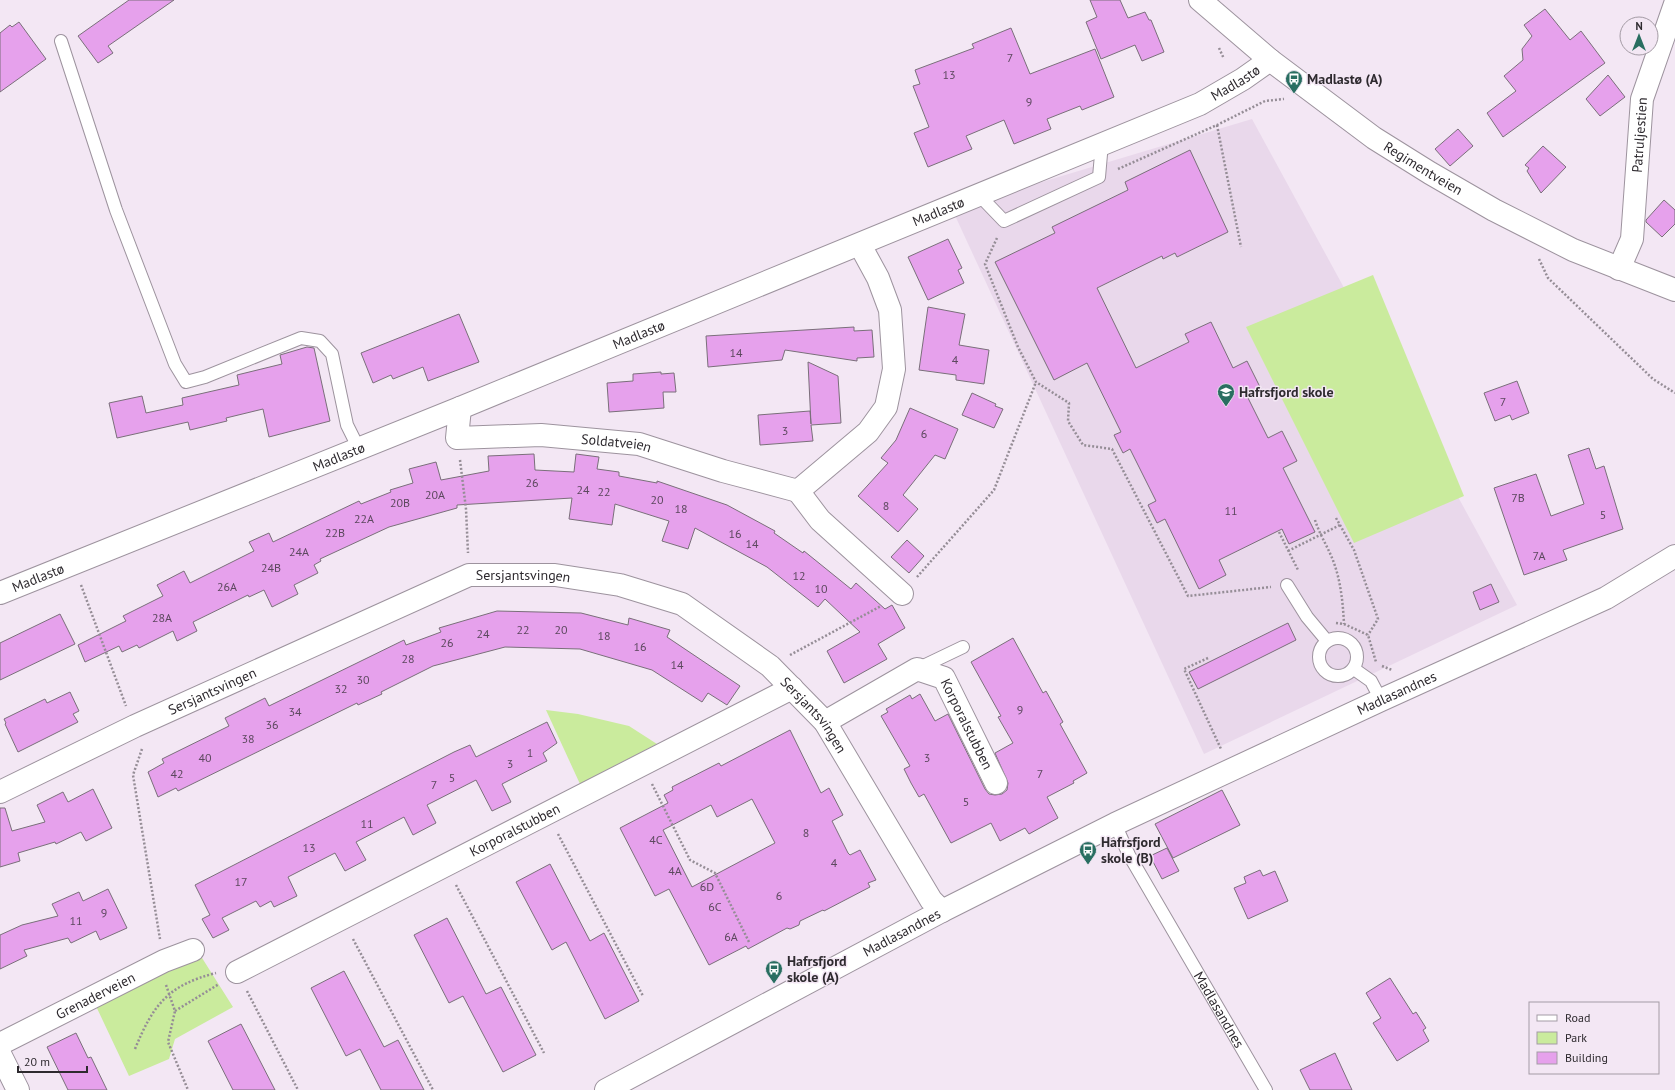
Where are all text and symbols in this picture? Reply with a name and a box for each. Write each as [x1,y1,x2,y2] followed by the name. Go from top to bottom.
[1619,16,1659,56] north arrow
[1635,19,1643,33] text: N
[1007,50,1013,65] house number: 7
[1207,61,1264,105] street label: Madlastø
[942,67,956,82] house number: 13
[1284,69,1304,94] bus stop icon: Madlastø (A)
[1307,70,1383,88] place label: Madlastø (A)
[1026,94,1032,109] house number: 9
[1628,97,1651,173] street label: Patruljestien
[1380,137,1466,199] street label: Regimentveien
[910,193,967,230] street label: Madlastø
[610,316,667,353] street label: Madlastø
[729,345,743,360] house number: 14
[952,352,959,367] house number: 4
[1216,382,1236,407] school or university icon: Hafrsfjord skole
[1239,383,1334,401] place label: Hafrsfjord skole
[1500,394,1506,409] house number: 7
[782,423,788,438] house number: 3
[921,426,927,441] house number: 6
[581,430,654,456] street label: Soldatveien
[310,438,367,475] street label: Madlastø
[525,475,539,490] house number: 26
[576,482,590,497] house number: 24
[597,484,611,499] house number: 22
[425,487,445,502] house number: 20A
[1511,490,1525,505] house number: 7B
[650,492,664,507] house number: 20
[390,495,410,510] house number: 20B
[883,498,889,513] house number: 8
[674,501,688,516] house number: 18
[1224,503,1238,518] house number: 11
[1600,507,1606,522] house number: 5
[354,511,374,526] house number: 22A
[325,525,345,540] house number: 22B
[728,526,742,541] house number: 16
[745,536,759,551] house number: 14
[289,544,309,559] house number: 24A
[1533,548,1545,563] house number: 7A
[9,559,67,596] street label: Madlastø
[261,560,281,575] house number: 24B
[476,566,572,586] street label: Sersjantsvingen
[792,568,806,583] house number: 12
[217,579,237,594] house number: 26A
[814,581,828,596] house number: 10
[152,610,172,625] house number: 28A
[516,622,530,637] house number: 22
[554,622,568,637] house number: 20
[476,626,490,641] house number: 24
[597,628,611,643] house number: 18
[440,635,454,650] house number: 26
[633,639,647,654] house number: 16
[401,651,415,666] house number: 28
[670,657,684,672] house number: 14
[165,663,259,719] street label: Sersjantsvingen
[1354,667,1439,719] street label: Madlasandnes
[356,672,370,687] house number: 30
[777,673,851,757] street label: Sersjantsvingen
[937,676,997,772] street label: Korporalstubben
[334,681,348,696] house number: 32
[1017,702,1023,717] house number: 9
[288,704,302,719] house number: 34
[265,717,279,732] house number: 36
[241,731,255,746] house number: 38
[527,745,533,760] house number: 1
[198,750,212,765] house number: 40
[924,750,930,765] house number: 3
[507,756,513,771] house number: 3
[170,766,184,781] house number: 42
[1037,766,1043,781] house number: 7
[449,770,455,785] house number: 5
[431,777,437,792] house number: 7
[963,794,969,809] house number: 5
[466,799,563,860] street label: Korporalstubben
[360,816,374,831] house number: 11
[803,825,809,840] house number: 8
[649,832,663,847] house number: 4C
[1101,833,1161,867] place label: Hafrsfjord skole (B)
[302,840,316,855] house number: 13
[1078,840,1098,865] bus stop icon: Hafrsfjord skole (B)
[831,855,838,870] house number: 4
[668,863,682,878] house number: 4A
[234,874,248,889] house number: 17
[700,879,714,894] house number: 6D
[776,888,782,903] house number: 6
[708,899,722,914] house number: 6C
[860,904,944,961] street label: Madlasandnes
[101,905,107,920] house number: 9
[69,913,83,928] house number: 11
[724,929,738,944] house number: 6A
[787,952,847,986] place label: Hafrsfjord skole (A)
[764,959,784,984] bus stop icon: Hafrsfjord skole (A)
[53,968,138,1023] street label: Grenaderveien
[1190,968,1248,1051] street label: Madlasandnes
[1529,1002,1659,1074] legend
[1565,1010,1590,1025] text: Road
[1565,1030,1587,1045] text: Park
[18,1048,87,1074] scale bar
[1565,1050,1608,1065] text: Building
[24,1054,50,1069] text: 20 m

*****

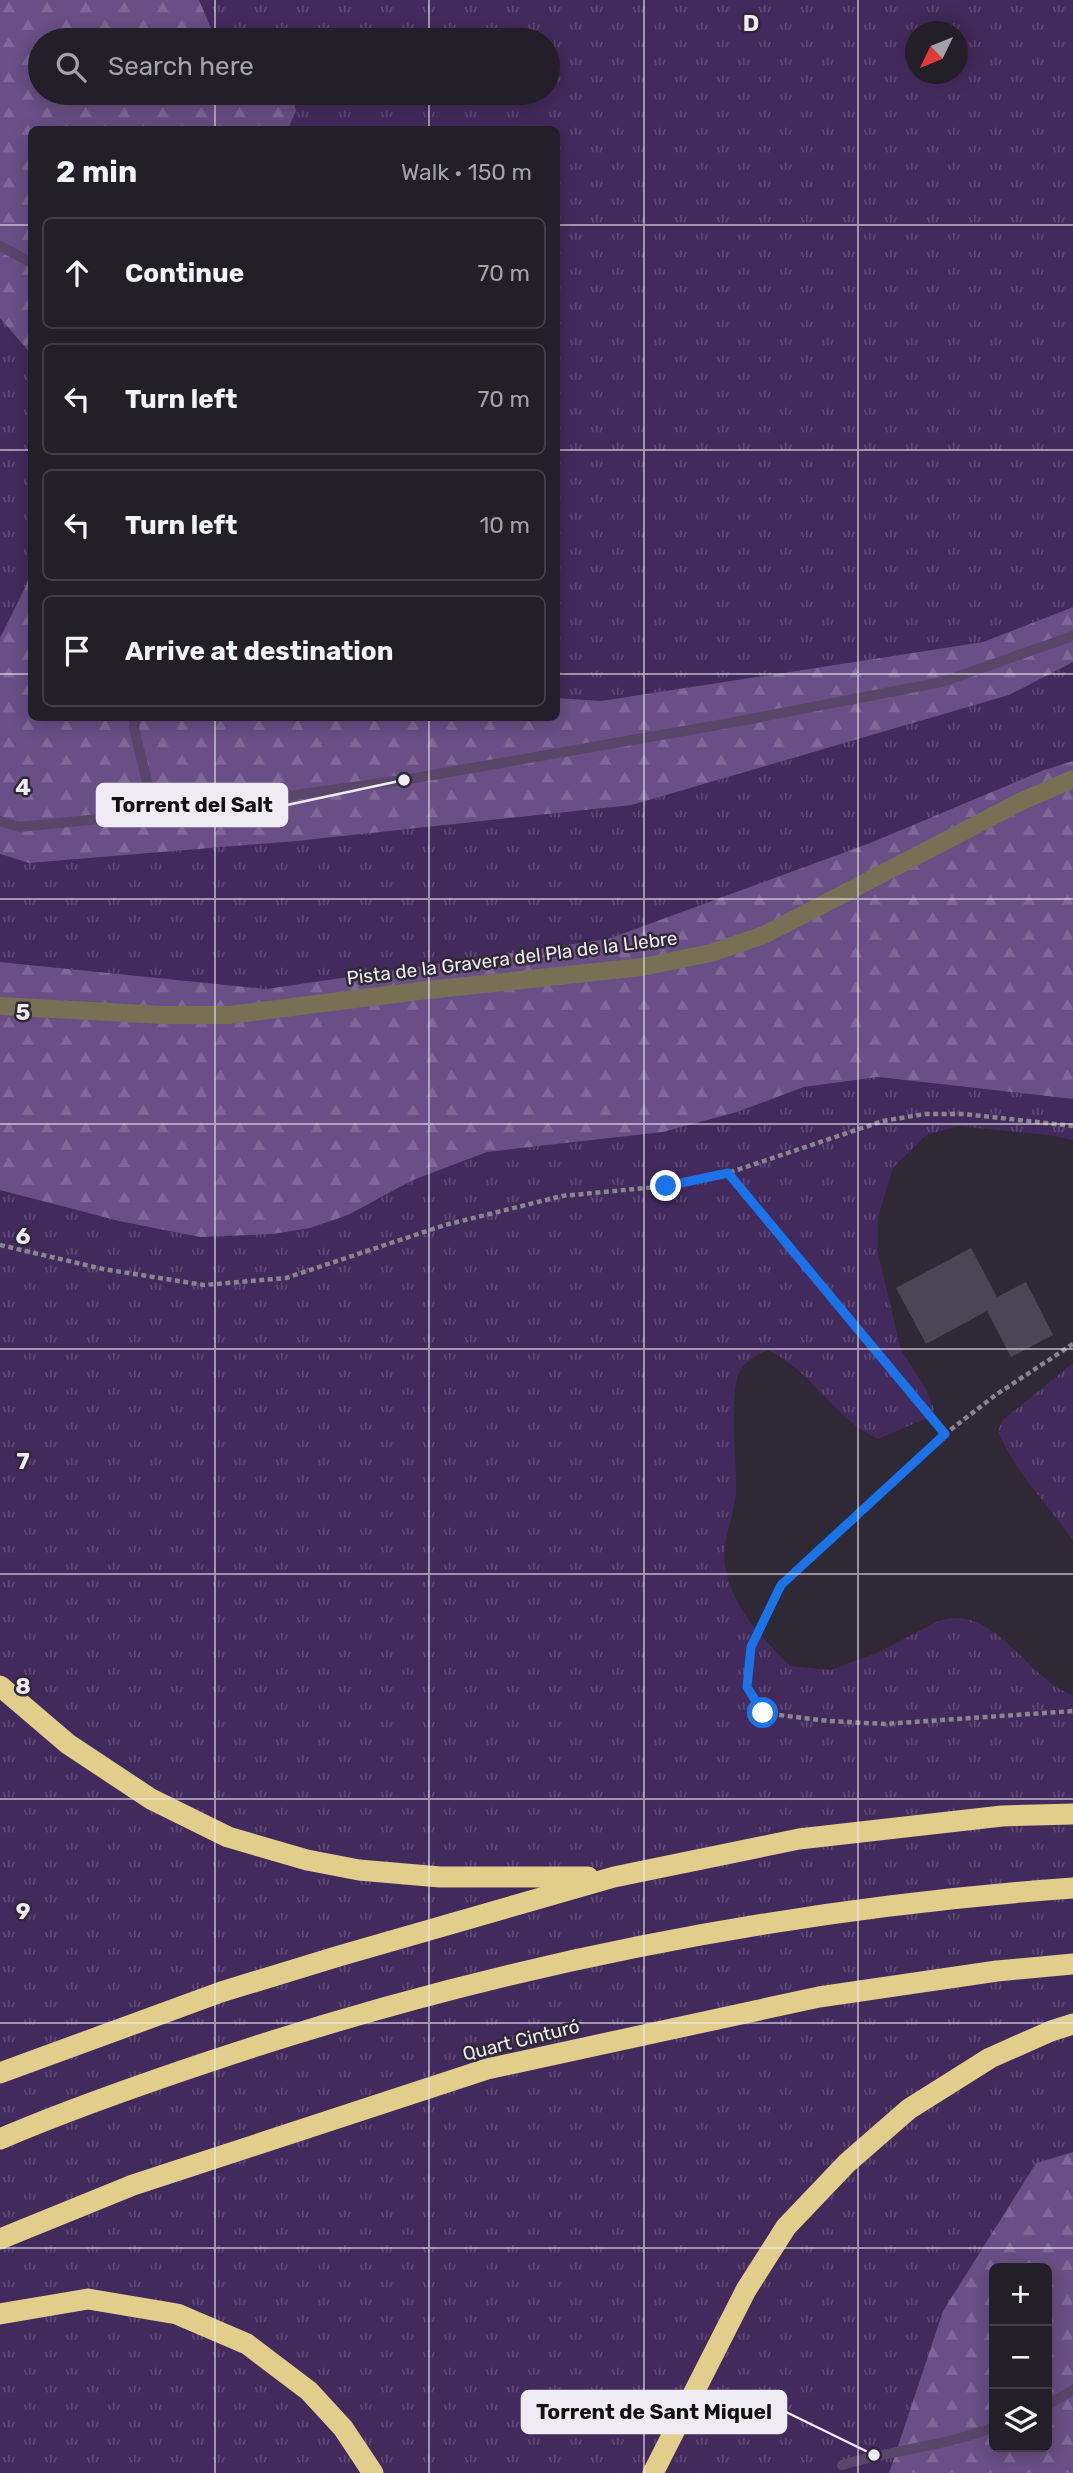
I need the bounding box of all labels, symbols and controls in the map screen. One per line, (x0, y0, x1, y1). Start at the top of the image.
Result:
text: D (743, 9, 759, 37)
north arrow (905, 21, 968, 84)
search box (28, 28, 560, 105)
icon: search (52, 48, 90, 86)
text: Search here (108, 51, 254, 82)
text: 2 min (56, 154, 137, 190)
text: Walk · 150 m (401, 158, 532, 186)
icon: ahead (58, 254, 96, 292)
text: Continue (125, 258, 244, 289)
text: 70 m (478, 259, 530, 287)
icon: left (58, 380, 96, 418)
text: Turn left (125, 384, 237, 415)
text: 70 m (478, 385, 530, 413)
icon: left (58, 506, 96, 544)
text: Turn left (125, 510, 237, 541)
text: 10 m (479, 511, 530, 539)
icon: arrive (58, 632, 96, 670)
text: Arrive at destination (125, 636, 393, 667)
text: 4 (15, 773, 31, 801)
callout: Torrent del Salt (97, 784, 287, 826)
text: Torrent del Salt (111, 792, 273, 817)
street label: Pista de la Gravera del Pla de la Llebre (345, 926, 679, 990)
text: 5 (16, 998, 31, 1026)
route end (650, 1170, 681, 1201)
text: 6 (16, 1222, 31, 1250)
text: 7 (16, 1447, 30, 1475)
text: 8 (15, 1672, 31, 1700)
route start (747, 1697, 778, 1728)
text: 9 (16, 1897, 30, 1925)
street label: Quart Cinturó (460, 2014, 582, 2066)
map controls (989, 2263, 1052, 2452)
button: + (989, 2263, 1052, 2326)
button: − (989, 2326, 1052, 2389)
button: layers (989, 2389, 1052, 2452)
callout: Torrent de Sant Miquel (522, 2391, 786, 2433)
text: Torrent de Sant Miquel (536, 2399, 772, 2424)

*****

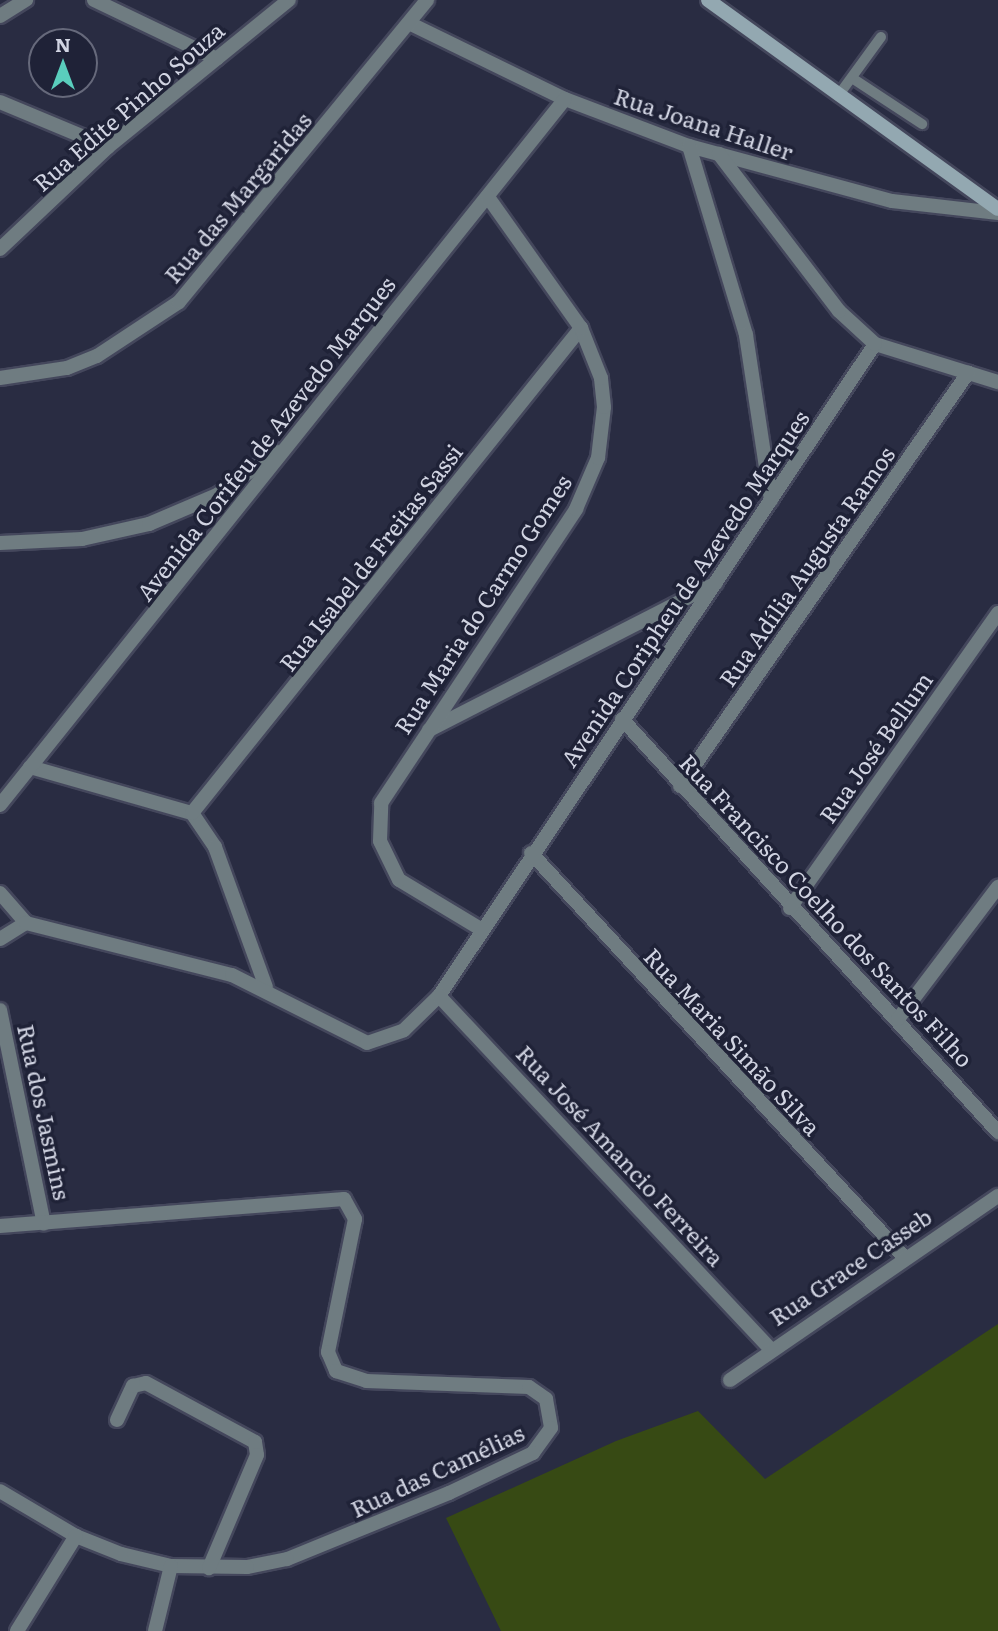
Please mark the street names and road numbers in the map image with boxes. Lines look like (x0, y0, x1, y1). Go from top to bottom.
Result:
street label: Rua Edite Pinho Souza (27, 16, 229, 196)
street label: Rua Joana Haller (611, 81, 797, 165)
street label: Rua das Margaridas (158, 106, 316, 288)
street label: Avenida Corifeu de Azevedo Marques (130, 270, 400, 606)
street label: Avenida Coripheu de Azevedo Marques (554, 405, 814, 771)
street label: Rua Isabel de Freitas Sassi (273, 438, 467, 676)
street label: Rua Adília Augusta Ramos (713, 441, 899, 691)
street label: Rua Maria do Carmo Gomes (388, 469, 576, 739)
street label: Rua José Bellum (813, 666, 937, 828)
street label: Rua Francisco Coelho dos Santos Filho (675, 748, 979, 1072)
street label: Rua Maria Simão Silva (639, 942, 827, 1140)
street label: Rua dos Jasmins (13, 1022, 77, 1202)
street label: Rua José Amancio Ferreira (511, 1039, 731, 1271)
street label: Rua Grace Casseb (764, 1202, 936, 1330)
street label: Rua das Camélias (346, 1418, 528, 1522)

*****

> [EXERCISE GOAL]
Your answer should consist of copies of the lines above that include the string "image".

> [EXERCISE RESPONSE]
I need the bounding box of all labels, symbols and controls in the map screen. One per line, (x0, y0, x1, y1). Start at the top of the image.
Please mark the street names and road numbers in the map image with boxes. Lines look like (x0, y0, x1, y1). Go from top to bottom.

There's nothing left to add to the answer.